Mientras la política argentina se divide en trincheras, Benito Martínez Ocasio, globalmente conocido como Bad Bunny, aterrizó en River Plate para recordarle al mundo que el poder blando de la cultura latina tiene sus propias reglas de juego en este 2026. Sin dudas, el clima de época no es otro que la rebeldía, la identidad y cómo los líderes (políticos o musicales) logran movilizar pasiones en un contexto de crisis profunda
No fue solo una serie de tres estadios agotados.
El paso de Bad Bunny por el Monumental este febrero de 2026 funcionó como un espejo de la época: un ritual de desconexión y, a la vez, un manifiesto político de alto voltaje. Ante más de 240.000 personas en tres noches, el "Conejo Malo" demostró que su influencia ya no se mide en plays, sino en su capacidad para articular el descontento de una región que se siente bajo ataque.
Entre Soda Stereo y el orgullo local
El show en Núñez tuvo momentos de una sensibilidad política inesperada. El punto máximo de comunión con el público argentino no llegó con un reggaetón, sino con una versión en clave salsa de "De música ligera". Al homenajear a Soda Stereo, Bad Bunny no solo se puso la "diez" del cancionero local, sino que validó la identidad del rock nacional frente a su gigantesca audiencia global. Junto a Cazzu como invitada de honor, el mensaje fue claro: la escena urbana no es un producto importado, es el nuevo folklore del asfalto.
El activista frente al "Muro"
Pero el Benito de 2026 es, ante todo, un líder de opinión. Tras su reciente y explosivo discurso en los Grammy, donde arremetió contra las redadas del ICE (Servicio de Inmigración y Control de Aduanas) en Estados Unidos, el artista trajo esa misma combatividad a Buenos Aires.
Su decisión de limitar sus shows en EE. UU. para no exponer a sus fans latinos a operativos migratorios ha sido su jugada política más audaz. En River, el grito de "No somos animales, somos humanos" resonó no solo como una defensa del migrante en el Norte, sino como una proclama de dignidad frente a cualquier sistema que intente deshumanizar al trabajador.

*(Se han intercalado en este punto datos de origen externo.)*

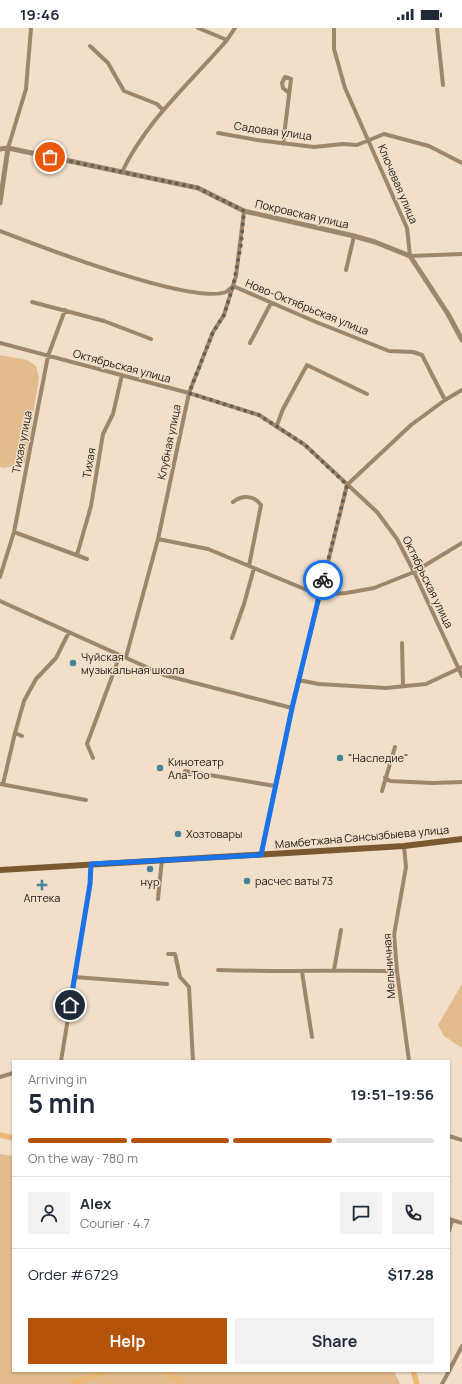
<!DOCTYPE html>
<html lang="en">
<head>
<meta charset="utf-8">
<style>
	body { margin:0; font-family:Manrope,sans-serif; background:#f2f2f3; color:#1f2937; height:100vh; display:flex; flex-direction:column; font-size:15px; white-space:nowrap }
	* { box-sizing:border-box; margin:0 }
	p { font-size:13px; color:#747a83 }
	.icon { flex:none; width:22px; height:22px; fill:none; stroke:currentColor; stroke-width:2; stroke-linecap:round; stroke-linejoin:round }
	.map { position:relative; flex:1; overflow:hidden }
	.sheet { position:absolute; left:12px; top:1032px; width:438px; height:312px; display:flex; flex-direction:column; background:#fff; border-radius:0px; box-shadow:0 1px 3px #0004 }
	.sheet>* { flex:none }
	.pin { position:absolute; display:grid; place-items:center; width:34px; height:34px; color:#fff; margin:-17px; border:2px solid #fff; border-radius:50%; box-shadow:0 1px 4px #0007 }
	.courier { position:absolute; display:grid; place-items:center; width:40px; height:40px; margin:-20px; border:3px solid #1a73e8; border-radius:50%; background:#fff; color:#222; box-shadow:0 1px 5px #0007 }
	.head em { font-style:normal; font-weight:700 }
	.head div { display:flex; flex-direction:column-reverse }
	.head { display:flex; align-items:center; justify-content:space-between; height:68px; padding:0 16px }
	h1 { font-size:26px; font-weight:700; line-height:30px }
	.bar { display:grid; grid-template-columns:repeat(4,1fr); gap:6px 4px; align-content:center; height:48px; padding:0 16px }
	.bar i { height:5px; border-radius:3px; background:#e0e1e3 }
	.bar .on { background:#b45309 }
	.bar p { grid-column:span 4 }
	.line { display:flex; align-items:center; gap:10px; padding:0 16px; border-top:1px solid #e0e1e3 }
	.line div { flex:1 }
	.round { display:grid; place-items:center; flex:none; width:42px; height:42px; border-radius:0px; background:#f2f2f3 }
	.action { display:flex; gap:8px; margin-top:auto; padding:8px 16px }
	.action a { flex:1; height:46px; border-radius:0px; background:#b45309; color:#fff; font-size:16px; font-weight:700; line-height:46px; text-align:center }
	.action a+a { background:#f2f2f3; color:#1f2937 }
	.status { display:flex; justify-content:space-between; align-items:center; height:28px; padding:0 20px; background:#fff; direction:ltr }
	.status svg { height:11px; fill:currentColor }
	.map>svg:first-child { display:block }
	.green { fill:#e3bc8d }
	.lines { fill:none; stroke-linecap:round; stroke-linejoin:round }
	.canal { stroke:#ecb673; stroke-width:5.5 }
	.minor { stroke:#9d866b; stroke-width:4 }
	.tertiary { stroke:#9d866b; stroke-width:5 }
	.secondary { stroke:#7a5930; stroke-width:6 }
	.done { stroke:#685e52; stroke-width:4; stroke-dasharray:0 7.2 }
	.route { stroke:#1a73e8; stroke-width:5 }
	.poi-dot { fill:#448398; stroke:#f1dfca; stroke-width:1.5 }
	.labels { text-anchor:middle; stroke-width:3; stroke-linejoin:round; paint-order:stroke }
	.street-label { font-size:11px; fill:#1f1811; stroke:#f1dfca }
	.poi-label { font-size:11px; fill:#1f1811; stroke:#f1dfca; text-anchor:start }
</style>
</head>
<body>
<div class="status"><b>19:46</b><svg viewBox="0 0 49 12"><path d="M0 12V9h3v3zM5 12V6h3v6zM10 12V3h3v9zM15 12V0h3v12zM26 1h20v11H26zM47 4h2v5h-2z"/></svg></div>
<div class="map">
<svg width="462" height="1356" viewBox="0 0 462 1356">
	<rect width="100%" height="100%" fill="#f1dfca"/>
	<!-- green -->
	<path class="green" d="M0 327 27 332 36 338 39 350 25 435 5 440 0 439Z
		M462 956V1020L444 1008 438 997Z
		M0 1126 13 1128V1343H394L400 1356H0Z"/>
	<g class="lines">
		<!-- canal -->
		<path class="canal" d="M0 1107 13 1110
			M166 1343 183 1356
			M413 1343 417 1356
			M70 1356 108 1343"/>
		<!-- minor -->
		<path class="minor" d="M198 0 227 12
			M334 0V21L345 60 407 200 410 228 462 226
			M437 0 443 57
			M90 18 108 35 124 63 157 76 163 82
			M218 105 257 112 314 119 343 116 357 117 384 106 429 118 462 135
			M283 116 291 51 285 49 282 55 283 60 289 65
			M8 120 26 61 31 0
			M122 144C146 93 190 55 227 12L235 0
			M0 203C39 218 191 277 226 264 228 263 231 260 233 258L316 294 389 323 413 324 422 327 445 372
			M346 242 354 208
			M32 274 104 293 151 311
			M0 315 189 365 259 387 305 417 377 484 397 511 414 544 462 648
			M250 315 271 275
			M277 397 283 381 307 337 367 366
			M233 474C242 467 254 467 261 477L249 538
			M14 504 87 531
			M158 511 208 521 319 567 346 565 374 560 414 544 462 515
			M77 527 91 478 103 406 113 386 122 347
			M0 549 14 504 48 328 65 282
			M0 573 164 647 292 680
			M232 610 244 576 254 540
			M402 615 403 658
			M126 629 158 511 189 365 213 304 224 287 236 248 244 183
			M298 652 319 656 386 660 426 656 462 639
			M15 705 24 673 36 651 56 630 69 604
			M93 730 87 716 120 627
			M185 743 275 758
			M385 749 390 753 432 755 462 754
			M0 756 86 772
			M3 756 15 705 22 708
			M382 763 395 719
			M404 818 406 839 394 907 397 943 409 1033
			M261 827 292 680 347 457 411 397 445 372 462 362
			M158 871 162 831
			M168 926H175L180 949 189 959 193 1033
			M218 942C278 944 337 942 397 943
			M334 942 341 902
			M302 944 312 1009
			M74 949 167 956
			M61 1033 90 856 91 836
			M0 1049 13 1045
			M449 1108 462 1112
			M449 1191 462 1195
			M449 1203 452 1192
			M449 1343 462 1318
			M442 1356 449 1343"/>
		<!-- tertiary -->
		<path class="tertiary" d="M0 121 8 120 198 160 244 183 354 208 375 214 410 228 448 286 462 312
			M0 175 8 120"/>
		<!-- secondary -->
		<path class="secondary" d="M0 842 404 818 462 811"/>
	</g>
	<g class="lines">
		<!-- done -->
		<path class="done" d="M50 129 198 160 244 183 241 217 233 258 224 287 213 304 189 365 259 387 305 417 347 457 323 552"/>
		<!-- route -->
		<path class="route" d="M70 977 90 856 91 836 261 827 292 680 323 552"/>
	</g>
	<!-- markers -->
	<g class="poi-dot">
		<circle cx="73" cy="635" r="4"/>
		<circle cx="340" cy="730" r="4"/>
		<circle cx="160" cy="740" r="4"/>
		<circle cx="178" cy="806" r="4"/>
		<circle cx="150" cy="841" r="4"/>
		<circle cx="247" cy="853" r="4"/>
		<path d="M40 851h4v4h4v4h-4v4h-4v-4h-4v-4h4z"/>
	</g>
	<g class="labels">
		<!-- street labels -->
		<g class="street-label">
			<text transform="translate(273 103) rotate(8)" y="4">Садовая улица</text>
			<text transform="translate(398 156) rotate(67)" y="4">Ключевая улица</text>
			<text transform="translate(302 186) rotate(13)" y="4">Покровская улица</text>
			<text transform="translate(307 279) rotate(22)" y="4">Ново-Октябрьская улица</text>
			<text transform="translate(122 338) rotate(15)" y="4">Октябрьская улица</text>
			<text transform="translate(22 414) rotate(-79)" y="4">Тихая улица</text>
			<text transform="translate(169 414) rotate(-78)" y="4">Клубная улица</text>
			<text transform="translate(89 435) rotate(-80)" y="4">Тихая</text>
			<text transform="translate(428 554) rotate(64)" y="4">Октябрьская улица</text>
			<text transform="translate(362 809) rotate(-5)" y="4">Мамбетжана Сансызбыева улица</text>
			<text transform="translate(389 938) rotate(-94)" y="4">Мельничная</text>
		</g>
		<!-- poi labels -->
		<g class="poi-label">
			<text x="81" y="633">Чуйская<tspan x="81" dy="13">музыкальная школа</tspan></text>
			<text x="348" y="734">"Наследие"</text>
			<text x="168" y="738">Кинотеатр<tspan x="168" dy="13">Ала-Тоо</tspan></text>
			<text x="186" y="810">Хозтовары</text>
			<text x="255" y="857">расчес ваты 73</text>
			<text x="150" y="858" text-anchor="middle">нур</text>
			<text x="42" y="874" text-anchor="middle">Аптека</text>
		</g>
	</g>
</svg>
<div class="pin" style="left:50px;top:129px;background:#ea580c"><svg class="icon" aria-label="bag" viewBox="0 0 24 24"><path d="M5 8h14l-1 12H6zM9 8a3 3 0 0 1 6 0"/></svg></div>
<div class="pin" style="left:70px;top:977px;background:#1f2937"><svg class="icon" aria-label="home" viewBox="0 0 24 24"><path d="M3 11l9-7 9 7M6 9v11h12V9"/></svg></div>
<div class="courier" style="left:323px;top:552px"><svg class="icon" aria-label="bike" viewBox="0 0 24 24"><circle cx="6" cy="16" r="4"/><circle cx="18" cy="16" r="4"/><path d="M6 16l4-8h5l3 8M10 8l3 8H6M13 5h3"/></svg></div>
<section class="sheet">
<div class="head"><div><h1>5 min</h1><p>Arriving in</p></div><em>19:51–19:56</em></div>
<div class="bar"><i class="on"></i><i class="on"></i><i class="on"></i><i></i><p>On the way · 780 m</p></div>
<div class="line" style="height:72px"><a class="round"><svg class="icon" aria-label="person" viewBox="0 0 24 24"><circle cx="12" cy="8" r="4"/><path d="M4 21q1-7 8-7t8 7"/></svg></a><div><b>Alex</b><p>Courier · 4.7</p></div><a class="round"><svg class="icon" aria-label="chat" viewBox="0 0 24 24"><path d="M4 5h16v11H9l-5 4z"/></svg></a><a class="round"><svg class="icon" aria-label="phone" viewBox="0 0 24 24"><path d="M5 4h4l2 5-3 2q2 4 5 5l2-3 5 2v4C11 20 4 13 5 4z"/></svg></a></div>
<div class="line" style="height:52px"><div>Order #6729</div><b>$17.28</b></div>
<div class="action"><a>Help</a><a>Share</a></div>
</section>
</div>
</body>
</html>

Dos caras de la misma moneda
Resulta paradójico - o quizás muy lógico - que mientras la dirigencia política local discute reformas laborales, cientos de miles de jóvenes encuentren su sentido de pertenencia en el rito colectivo de River.
Bad Bunny entiende lo que a muchos políticos les cuesta procesar: que la identidad latina hoy se construye desde la resistencia cultural. Al final del día, tanto el fervor en el Monumental como la tensión en las encuestas, hablan de lo mismo: una sociedad que busca desesperadamente un relato que la proteja, aunque sea en los versos de un artista que decidió no callarse nada.